Risk factors for the primary effectiveness endpoint in secondary prevention of acute coronary syndrome with antiplatelet agents: A cohort in the nationwide French claims and hospitalisation database - 05/01/18
Résumé |
Background |
The French HTA agency requested a real-life benefit-risk study of ticagrelor (T) compared to clopidogrel (C) and prasugrel (P) in the secondary prevention of acute coronary syndrome (ACS) (EUPAS5987).
Purpose |
This study aimed to identify the risk factors associated with the primary effectiveness endpoint for patients with antiplatelet agents after a hospitalisation for ACS.
Methods |
Patients hospitalised in 2013 for STEMI, NSTEMI or unstable angina, with intensive care unit (ICU) stay, and followed for 1 year in the nationwide French claims and hospitalisation database, SNIIRAM. Treatment group (T, C, or P±aspirin) was defined by the first drug dispensed in the month after discharge.

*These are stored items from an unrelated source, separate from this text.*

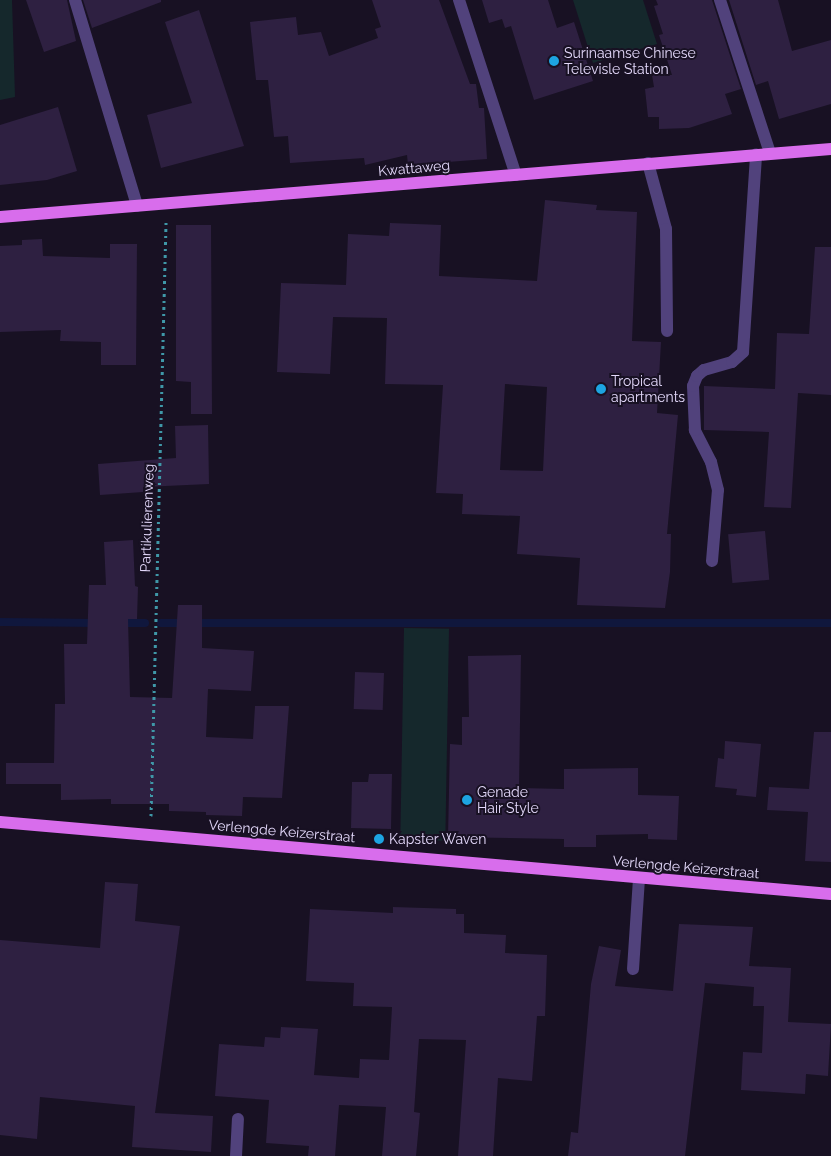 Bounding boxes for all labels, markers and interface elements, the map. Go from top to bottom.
place label: Surinaamse Chinese Televisle Station [564,45,696,78]
marker: Surinaamse Chinese Televisle Station [548,55,560,67]
street label: Kwattaweg [377,156,451,180]
place label: Tropical apartments [611,373,685,406]
marker: Tropical apartments [595,383,607,395]
street label: Partikulierenweg [137,463,157,573]
place label: Genade Hair Style [477,784,539,816]
marker: Genade Hair Style [461,794,473,806]
street label: Verlengde Keizerstraat [208,816,356,846]
place label: Kapster Waven [389,831,487,847]
marker: Kapster Waven [373,833,385,845]
street label: Verlengde Keizerstraat [612,852,760,882] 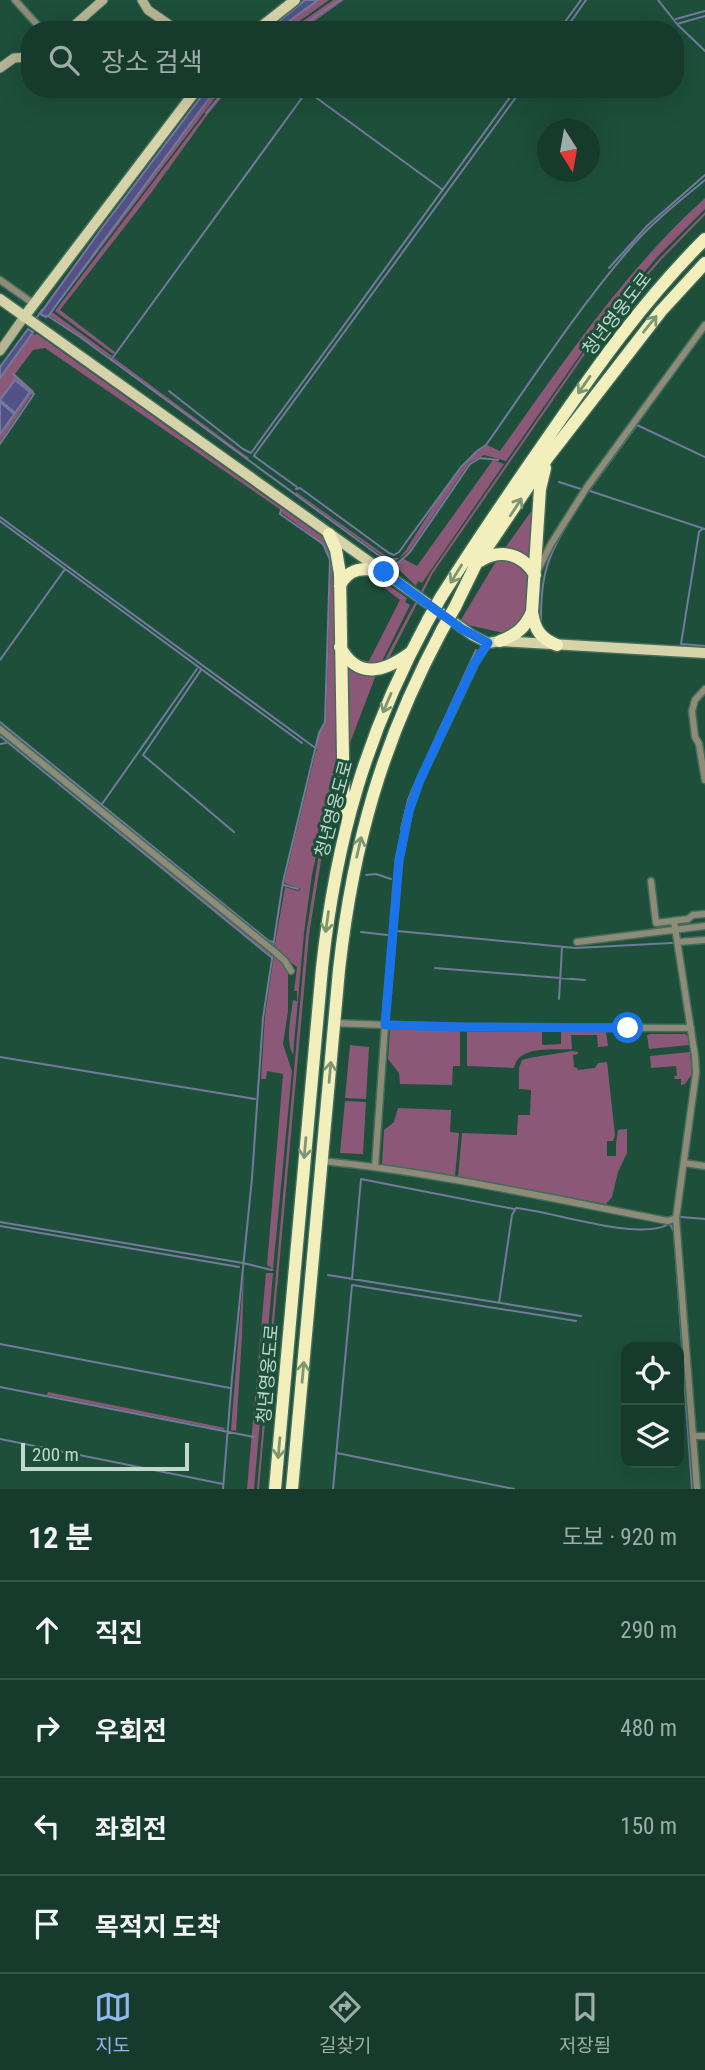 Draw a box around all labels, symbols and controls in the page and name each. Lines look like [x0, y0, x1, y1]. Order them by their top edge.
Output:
search box [21, 21, 684, 98]
icon: search [45, 41, 83, 79]
text: 장소 검색 [101, 47, 203, 77]
north arrow [537, 119, 600, 182]
street label: 청년영웅도로 [578, 268, 655, 359]
one-way arrow [643, 315, 658, 333]
one-way arrow [577, 375, 591, 395]
one-way arrow [508, 498, 523, 517]
route end [368, 556, 399, 587]
one-way arrow [448, 563, 462, 583]
one-way arrow [380, 692, 393, 713]
street label: 청년영웅도로 [311, 758, 357, 860]
one-way arrow [353, 836, 366, 859]
one-way arrow [320, 910, 333, 933]
route start [612, 1012, 643, 1043]
one-way arrow [324, 1062, 337, 1084]
one-way arrow [299, 1136, 312, 1159]
street label: 청년영웅도로 [253, 1324, 282, 1424]
map controls [621, 1342, 684, 1468]
button: locate [621, 1342, 684, 1405]
one-way arrow [296, 1361, 309, 1384]
button: layers [621, 1405, 684, 1468]
one-way arrow [272, 1436, 285, 1459]
scale bar [21, 1440, 189, 1472]
text: 200 m [32, 1443, 79, 1466]
text: 12 분 [28, 1520, 93, 1555]
text: 도보 · 920 m [562, 1524, 677, 1551]
icon: ahead [28, 1611, 66, 1649]
text: 290 m [620, 1617, 677, 1644]
text: 직진 [95, 1618, 143, 1648]
icon: right [28, 1709, 66, 1747]
text: 480 m [620, 1715, 677, 1742]
text: 우회전 [95, 1716, 167, 1746]
icon: left [28, 1807, 66, 1845]
text: 150 m [620, 1813, 677, 1840]
text: 좌회전 [95, 1814, 167, 1844]
icon: arrive [28, 1905, 66, 1943]
text: 목적지 도착 [95, 1912, 221, 1942]
tab: 지도 [94, 1988, 132, 2057]
tab: 길찾기 [319, 1988, 371, 2057]
tab: 저장됨 [559, 1988, 611, 2057]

The primary effectiveness endpoint was a composite of the first event of ACS with ICU stay, stroke, or all-cause death. Hazard ratios were estimated with Cox proportional hazard risk model (multivariate analysis).
Results |
A total of 41,954 patients were included (19,796 C, 13,916 T, 8242 P) with different characteristics: mean age of 72, 63, 58 years, respectively; 68%, 76%, 86% male; 42%, 55%, 72% STEMI. A Charlson comorbidity index>5 was associated with a risk increased by at least 50% for the primary effectiveness endpoint; age, a poverty index, ICU stay duration>5 days and no PCI during index hospitalisation, and congestive heart failure, peripheral arterial disease, ischemic stroke, abnormal renal function, C and P before index hospitalisation were associated with a risk increased by 20–50%; diabetes, hypertension, aspirin before index hospitalisation, and C in the month after discharge (versus T) were associated with a risk increased by 10–20%.
Conclusions |
In this nationwide real-life study, the risk factor most associated with the primary effectiveness endpoint was a Charlson comorbidity index>5.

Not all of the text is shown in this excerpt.